Learfield - Syracuse, NY
posted 3 months ago
As a Senior Site Reliability Engineer at Learfield, you will play a crucial role in ensuring the reliability, availability, and performance of our services. You will work in cross-discipline teams, collaborating closely with our domain engineering and Site Reliability Engineering teams to architect and maintain live services. Your responsibilities will include planning and forecasting service capacity and demand, analyzing software performance, and tuning systems and software to meet our high standards. You will also be tasked with solving mission-critical incidents and building automation to prevent problem recurrence, effectively automating away all toil associated with operational tasks. In this role, you will identify root causes of production issues and recommend permanent solutions, ensuring that our systems are robust and resilient. You will set up and improve monitoring systems, including metrics, logs, and alerts, to quickly identify and address issues as they arise. Additionally, you will develop effective documentation, tooling, and alerts to mitigate risks and enhance our operational capabilities.
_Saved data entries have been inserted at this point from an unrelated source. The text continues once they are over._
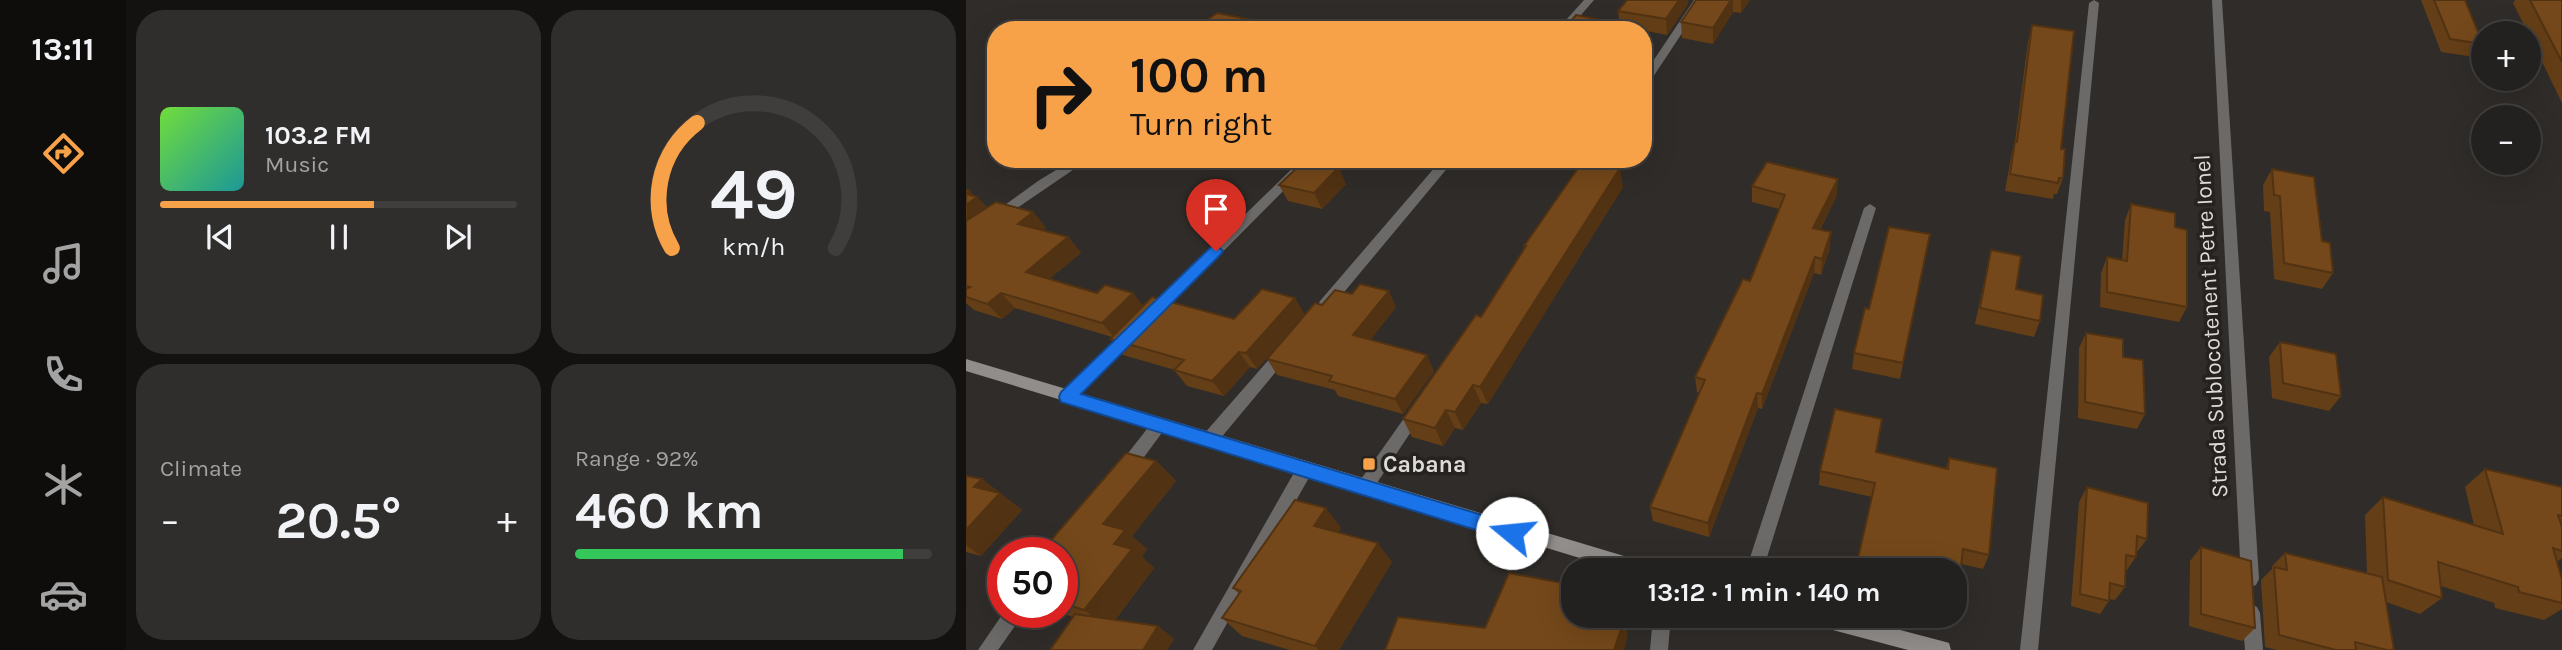 <!DOCTYPE html>
<html lang="en">
<head>
<meta charset="utf-8">
<style>
  :root { --surface:#23211f; --page:#2f2e2c; --text:#f1f3f6; --muted:#a3a3a4; --line:#403e3d; --accent:#f7a149 }
  body { margin:0; font-family:Karla,sans-serif; background:var(--page); color:var(--text); height:100vh; display:flex; flex-direction:column; font-size:26px; white-space:nowrap }
  * { box-sizing:border-box; margin:0 }
  p { font-size:23px; color:var(--muted) }
  .icon { flex:none; width:38px; height:38px; fill:none; stroke:currentColor; stroke-width:2; stroke-linecap:round; stroke-linejoin:round }
  .map { position:relative; flex:1; overflow:hidden }
  .sheet { display:flex; flex-direction:column; gap:10px; padding:10px; background:#131211; width:840px }
  .sheet>* { flex:none }
  .hud { position:absolute; left:21px; top:21px; width:665px; height:147px; border-radius:28px; box-shadow:0 7px 28px #0002,0 0 0 2px var(--line); background:#f7a149; color:#111; overflow:hidden }
  .controls { position:absolute; left:1505px; top:21px; display:grid; gap:14px }
  .controls a { display:grid; place-items:center; width:70px; height:70px; border-radius:50%; background:var(--surface); box-shadow:0 7px 28px #0002,0 0 0 2px var(--line); font-size:35px }
  .speed { position:absolute; left:21px; top:537px; display:flex; gap:14px; font-size:35px; font-weight:700; text-align:center }
  .speed>* { display:grid; place-content:center; width:91px; height:91px; border-radius:50%; background:var(--surface); box-shadow:0 7px 28px #0002,0 0 0 2px var(--line); line-height:1 }
  .speed .limit { border:10px solid #d22; background:#fff; color:#111 }
  .pin { position:absolute; display:grid; place-items:center; width:60px; height:60px; color:#fff; margin:-72px -30px; border-radius:50% 50% 50% 0; rotate:-45deg; box-shadow:0 0 7px #0007 }
  .pin .icon { rotate:45deg }
  .me { position:absolute; width:77px; margin:-38px; rotate:287deg; stroke-linejoin:round; filter:drop-shadow(0 0 5px #0008) }
  .turn { display:flex; align-items:center; gap:24px; height:147px; padding:0 28px; font-size:32px }
  .turn .icon { width:91px; height:91px; stroke-width:2.5 }
  .turn b { display:block; font-size:49px; line-height:60px }
  .big { font-size:52px; font-weight:700; line-height:1.1 }
  .sheet .tile { flex:1; display:flex; flex-direction:column; justify-content:center; gap:10px; min-width:0; padding:0 24px; border-radius:28px; background:var(--page) }
  .sheet .dial { align-items:center; gap:0 }
  .dial svg { height:182px; overflow:visible; fill:none; stroke:var(--line); stroke-width:7; stroke-linecap:round; text-anchor:middle }
  .dial text { fill:var(--text); stroke:none }
  .song { display:flex; align-items:center; gap:21px }
  .cover { width:84px; height:84px; border-radius:10px; background:linear-gradient(135deg,hsl(100 70% 55%),hsl(180 70% 35%)) }
  .played { height:7px; border-radius:4px; background:linear-gradient(90deg,var(--accent) 60%,var(--line) 60%) }
  .keys { display:flex; justify-content:space-around; direction:ltr }
  .heat { display:flex; justify-content:space-between; align-items:center; font-size:38px; direction:ltr }
  .charge { height:10px; border-radius:5px; background:linear-gradient(90deg,#34c759 92%,var(--line) 0) }
  .sheet .tiles { flex:1; display:grid; gap:10px; grid-template-columns:repeat(2,1fr) }
  .trip { position:absolute; left:595px; top:558px; width:406px; height:70px; border-radius:28px; background:var(--surface); box-shadow:0 7px 28px #0002,0 0 0 2px var(--line); font-weight:700; line-height:70px; text-align:center }
  main { display:flex; flex:1; min-height:0 }
  .menu { display:flex; flex-direction:column; width:126px; justify-content:space-around; align-items:center; background:#0e0d0c; color:var(--muted) }
  .menu .icon { width:49px; height:49px }
  .menu .selected { color:var(--accent) }
  .menu b { font-size:32px; color:var(--text) }
  .map>svg:first-child { display:block }
  .lines { fill:none; stroke-linecap:round; stroke-linejoin:round }
  .minor { fill:#6c6a69; fill-rule:evenodd }
  .secondary { fill:#908d8b; fill-rule:evenodd }
  .wall { fill:#643e16 }
  .shaded-wall { fill:#513212 }
  .building { fill:#74481a; stroke:#513212; stroke-width:2 }
  .route { fill:#1a73e8; stroke:#114b97; stroke-width:2 }
  .poi-dot { fill:#f7a149; stroke:#25221f; stroke-width:2.5 }
  .labels { text-anchor:middle; dominant-baseline:central; stroke-width:7; stroke-linejoin:round; paint-order:stroke }
  .street-label { font-size:23px; fill:#dddbd9; stroke:#25221f }
  .poi-label { font-size:23px; font-weight:bold; fill:#dddbd9; stroke:#25221f; text-anchor:start }
</style>
</head>
<body>
<main>
<nav class="menu">
<b>13:11</b>
<svg class="icon selected" aria-label="directions" viewBox="0 0 24 24"><path d="M12 3l9 9-9 9-9-9zM9 14v-3h6M13 9l2 2-2 2"/></svg>
<svg class="icon" aria-label="music" viewBox="0 0 24 24"><path d="M9 18V5l10-2v13"/><circle cx="6" cy="18" r="3"/><circle cx="16" cy="16" r="3"/></svg>
<svg class="icon" aria-label="phone" viewBox="0 0 24 24"><path d="M5 4h4l2 5-3 2q2 4 5 5l2-3 5 2v4C11 20 4 13 5 4z"/></svg>
<svg class="icon" aria-label="climate" viewBox="0 0 24 24"><path d="M12 3v18M4 7l16 10M4 17L20 7"/></svg>
<svg class="icon" aria-label="car" viewBox="0 0 24 24"><path d="M5 17H2v-5l4-1 3-4h7l3 4 3 1v5h-3M9 17h6M6 11h13"/><circle cx="7" cy="17" r="2"/><circle cx="17" cy="17" r="2"/></svg>
</nav>
<section class="sheet">
<div class="tiles">
<div class="tile">
<div class="song"><i class="cover"></i><div><b>103.2 FM</b><p>Music</p></div></div>
<div class="played"></div>
<div class="keys"><svg class="icon" aria-label="previous" viewBox="0 0 24 24"><path d="M18 5L8 12l10 7zM5 5v14"/></svg><svg class="icon" aria-label="pause" viewBox="0 0 24 24"><path d="M8 5v14M16 5v14"/></svg><svg class="icon" aria-label="next" viewBox="0 0 24 24"><path d="M6 5l10 7-10 7zM19 5v14"/></svg></div>
</div>
<div class="tile dial"><svg viewBox="0 0 100 80">
<path d="M14 69A42 42 0 1 1 86 69"/>
<path d="M14 69A42 42 0 0 1 25 14" stroke="#f7a149"/>
<text x="50" y="56" font-size="32" font-weight="700">49</text>
<text x="50" y="72" font-size="11">km/h</text>
</svg></div>
<div class="tile"><p>Climate</p>
<div class="heat"><a>−</a><b class="big">20.5°</b><a>+</a></div>
</div>
<div class="tile"><p>Range · 92%</p><b class="big">460 km</b><div class="charge"></div></div>
</div>
</section>
<div class="map">
<svg width="1596" height="650" viewBox="0 0 1596 650">
  <rect width="100%" height="100%" fill="#2f2c29"/>
  <g class="lines">
    <g class="minor">
      <polygon points="618,0 628,0 602,30 591,30"/>
      <polygon points="728,0 738,0 681,86 677,87 677,76"/>
      <polygon points="1128,0 1133,3 1072,650 1054,650 1123,3"/>
      <polygon points="1246,0 1256,0 1293,579 1290,585 1284,587 1278,585 1275,579"/>
      <polygon points="108,159 123,159 0,243 0,233 72,181"/>
      <polygon points="336,159 349,159 192,317 182,317 180,313 182,309"/>
      <polygon points="476,159 489,159 364,309 354,309 352,305 354,301"/>
      <polygon points="904,204 910,208 797,570 780,570 898,208"/>
      <polygon points="165,329 170,330 172,334 170,338 106,401 101,403 96,401 94,397 96,393 160,330"/>
      <polygon points="318,346 323,348 325,352 323,356 249,445 243,447 237,445 235,440 237,435 313,348"/>
      <polygon points="451,405 456,407 459,411 456,415 405,492 399,494 393,492 391,487 393,482 446,407"/>
      <polygon points="193,419 198,420 201,425 198,430 164,476 158,478 152,476 150,471 152,466 188,420"/>
      <polygon points="339,462 345,464 347,469 345,474 246,650 227,650 333,464"/>
      <polygon points="1285,604 1291,607 1294,613 1297,650 1279,650 1276,613 1279,607"/>
      <polygon points="38,612 59,612 32,650 12,650"/>
      <polygon points="687,616 705,616 702,650 684,650"/>
    </g>
    <g class="secondary">
      <polygon points="0,359 678,562 684,564 687,570 653,570 0,371"/>
      <polygon points="839,616 881,616 976,641 983,643 985,650 942,650 848,625 842,622"/>
    </g>
  </g>
  <g class="wall">
    <polygon points="730,0 784,0 775,13 767,12 747,44 716,38 715,22"/>
    <polygon points="1455,0 1499,0 1517,42 1517,45 1509,57 1475,52"/>
    <polygon points="1549,0 1596,0 1596,103 1563,35 1563,33 1562,33 1547,3"/>
    <polygon points="722,4 701,35 654,26 652,11"/>
    <polygon points="1066,25 1095,149 1097,178 1091,194 1088,194 1087,199 1039,191 1045,157 1049,141 1062,41"/>
    <polygon points="1306,169 1356,241 1367,273 1356,289 1308,279 1304,212 1298,211 1297,185"/>
    <polygon points="380,184 356,209 322,201 313,185"/>
    <polygon points="786,186 871,195 854,230 864,248 855,275 848,273 796,409 792,408 743,537 687,521 684,507 734,393 731,392 729,377 784,281 813,209 786,202"/>
    <polygon points="657,187 522,404 515,403 497,430 489,428 477,446 446,437 437,419 515,317 559,249 558,246"/>
    <polygon points="0,190 4,191 8,196 11,197 21,207 67,212 80,228 76,230 102,237 115,253 83,279 177,305 268,319 329,298 338,314 291,369 284,367 258,396 221,386 208,370 209,370 157,355 144,339 146,337 49,308 36,319 8,310 0,303"/>
    <polygon points="1165,204 1209,227 1221,307 1213,322 1134,307 1135,273 1141,257 1156,260 1159,220"/>
    <polygon points="964,234 934,379 886,369 888,353"/>
    <polygon points="1025,250 1050,289 1074,321 1068,337 1009,324"/>
    <polygon points="356,305 430,307 404,340 468,371 437,414 372,396 369,390 311,375 301,359"/>
    <polygon points="1120,333 1157,357 1179,414 1171,429 1112,418 1113,348"/>
    <polygon points="1314,342 1375,396 1363,411 1306,398 1303,357"/>
    <polygon points="910,452 980,468 983,458 1023,555 1017,569 995,564 992,594 989,601 989,570 889,570 906,497 853,485 854,471"/>
    <polygon points="190,461 210,481 166,536 181,549 176,557 188,568 149,620 192,626 208,639 201,650 84,650 107,617 92,612 96,612 96,553"/>
    <polygon points="1519,469 1596,487 1596,558 1591,562 1596,579 1596,609 1578,620 1529,608 1528,603 1475,586 1476,598 1454,614 1420,602 1428,650 1311,650 1299,647 1295,580 1306,569 1306,566 1319,553 1401,573 1399,515 1417,497 1508,525 1499,487"/>
    <polygon points="0,476 16,479 56,510 15,556 0,552"/>
    <polygon points="1121,487 1181,539 1171,552 1170,552 1170,557 1160,571 1159,570 1159,587 1149,600 1143,599 1143,601 1134,614 1105,606 1113,502"/>
    <polygon points="375,528 372,533 426,562 373,650 324,650 276,636 256,618 273,594 267,588"/>
    <polygon points="1235,547 1289,628 1276,641 1223,626 1224,561"/>
  </g>
  <g class="shaded-wall">
    <polygon points="713,0 722,0 722,4 701,35 700,19"/>
    <polygon points="765,0 767,0 767,12 747,44 747,28"/>
    <polygon points="775,0 784,0 775,13"/>
    <polygon points="645,22 646,30 639,30"/>
    <polygon points="373,167 380,184 356,209 348,193"/>
    <polygon points="654,168 657,187 522,404 514,387"/>
    <polygon points="872,179 871,195 846,244 847,228"/>
    <polygon points="4,191 10,198 11,197 25,212 0,230 1,194"/>
    <polygon points="67,212 80,228 65,239 52,224"/>
    <polygon points="865,232 864,248 855,275 856,259"/>
    <polygon points="102,237 115,253 73,287 60,272"/>
    <polygon points="849,257 848,273 796,409 796,394"/>
    <polygon points="423,291 430,307 396,351 387,335"/>
    <polygon points="35,293 49,308 36,319 21,304"/>
    <polygon points="167,293 179,308 149,338 136,323"/>
    <polygon points="329,298 338,314 291,369 280,353"/>
    <polygon points="273,352 284,367 258,396 246,381"/>
    <polygon points="461,355 468,371 437,414 429,399"/>
    <polygon points="507,385 515,403 497,430 489,412"/>
    <polygon points="791,393 792,408 743,537 742,523"/>
    <polygon points="480,410 489,428 477,446 469,428"/>
    <polygon points="190,461 210,481 166,536 181,549 176,557 188,568 143,627 118,610 148,544 137,524"/>
    <polygon points="16,479 56,510 15,556 0,545 0,530 8,487"/>
    <polygon points="360,508 375,528 364,546 348,526"/>
    <polygon points="412,543 426,562 373,650 353,650 349,646"/>
    <polygon points="658,620 662,635 658,650 648,650"/>
    <polygon points="192,626 208,639 201,650 177,650"/>
  </g>
  <g class="building">
    <polygon points="661,0 713,0 700,19 652,11"/>
    <polygon points="730,0 765,0 747,28 715,22"/>
    <polygon points="1468,0 1499,0 1517,44 1484,39"/>
    <polygon points="1564,0 1596,0 1596,62"/>
    <polygon points="251,13 318,26 313,30 227,30"/>
    <polygon points="610,15 645,22 639,30 597,30"/>
    <polygon points="1066,25 1108,31 1095,149 1099,149 1097,178 1093,178 1092,183 1044,174 1049,141 1051,142"/>
    <polygon points="339,160 373,167 348,193 313,185"/>
    <polygon points="617,161 654,168 514,387 507,385 489,412 480,410 469,428 437,419 510,315 515,317 560,246 558,246"/>
    <polygon points="801,162 872,179 847,228 865,232 856,259 849,257 796,394 791,393 742,523 684,507 739,380 729,377 777,279 784,281 819,195 786,186"/>
    <polygon points="1306,169 1348,177 1356,241 1364,243 1367,273 1318,263 1314,196 1308,195"/>
    <polygon points="0,190 4,191 1,194 11,197 0,205"/>
    <polygon points="30,202 67,212 52,224 102,237 60,272 131,293 139,285 167,293 136,323 35,293 21,304 0,297 0,289 4,287 0,286 0,221"/>
    <polygon points="1165,204 1209,213 1209,227 1221,230 1221,307 1141,292 1141,257 1161,261"/>
    <polygon points="923,227 964,234 937,363 888,353 899,308 903,309"/>
    <polygon points="1025,250 1055,256 1050,289 1077,295 1074,321 1014,308"/>
    <polygon points="394,284 423,291 387,335 461,355 429,399 363,381 366,376 301,359 349,303 356,305 369,290 386,294"/>
    <polygon points="296,289 329,298 280,353 273,352 246,381 208,370 218,360 144,339 186,297 268,319"/>
    <polygon points="1120,333 1157,339 1157,357 1177,360 1179,414 1119,402"/>
    <polygon points="1314,342 1370,354 1375,396 1317,383"/>
    <polygon points="869,409 916,419 910,452 982,469 983,458 1031,468 1023,555 997,549 992,594 989,593 989,570 921,570 891,563 909,483 854,471"/>
    <polygon points="160,453 190,461 137,524 159,530 148,544 166,549 118,610 96,603 96,553 74,553"/>
    <polygon points="1519,469 1596,487 1596,516 1592,515 1596,527 1596,551 1587,548 1596,579 1596,603 1553,592 1552,587 1472,562 1476,598 1422,580 1417,497 1537,534"/>
    <polygon points="0,476 16,479 8,487 34,493 0,530"/>
    <polygon points="1121,487 1182,503 1181,539 1171,536 1170,557 1160,555 1159,587 1144,583 1143,601 1114,594"/>
    <polygon points="329,500 360,508 348,526 412,543 349,646 256,618 275,591 267,588"/>
    <polygon points="1235,547 1285,561 1289,628 1235,614"/>
    <polygon points="1319,553 1416,577 1428,650 1421,650 1389,642 1390,650 1370,650 1313,635 1308,567 1321,570"/>
    <polygon points="543,573 607,585 607,616 639,616 658,620 648,650 419,650 432,617 519,628"/>
    <polygon points="109,614 192,626 177,650 84,650"/>
  </g>
  <polygon class="route" points="250,245 257,251 255,254 115,394 546,524 553,527 556,533 553,539 546,541 95,402 93,397 95,392 245,247"/>
  <rect class="poi-dot" x="396" y="457" width="14" height="14" rx="3.5"/>
  <g class="labels">
    <g class="street-label">
      <text transform="translate(1245 326) rotate(-93)">Strada Sublocotenent Petre Ionel</text>
    </g>
    <g class="poi-label">
      <text x="417" y="464">Cabana</text>
    </g>
  </g>
</svg>
<div class="controls">
<a>+</a>
<a>−</a>
</div>
<div class="speed"><div class="limit">50</div></div>
<div class="pin" style="left:250px;top:251px;background:#d93025"><svg class="icon" aria-label="arrive" viewBox="0 0 24 24"><path d="M6 21V4h12l-3 4 3 4H6"/></svg></div>
<svg class="me" style="left:546px;top:533px" viewBox="-20 -20 40 40"><circle r="19" fill="#fff"/><path d="M0-13L10 11 0 6-10 11z" fill="#1a73e8"/></svg>
<div class="trip">13:12 · 1 min · 140 m</div>
<div class="hud">
<div class="turn"><svg class="icon" aria-label="right" viewBox="0 0 24 24"><path d="M7 20v-9h11M14 6l5 5-5 5"/></svg><div><b>100 m</b>Turn right</div></div>
</div>
</div>
</main>
</body>
</html>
Security is a top priority, and you will actively participate in efforts to keep our environment secure by reviewing compliance and internal scans, working with development teams to stay ahead of security vulnerabilities. You will also be responsible for developing Run Books for our Level I NOC team to reduce Mean Time to Detection (MTTD) and Mean Time to Recovery (MTTR) for alerts. Participation in an on-call rotation with other members of the Site Reliability Engineering team will be expected, ensuring that we maintain high service levels even during off-hours. This position offers a unique opportunity to influence the technology growth that impacts millions of customers across the entertainment space, allowing you to grow both our products and your career.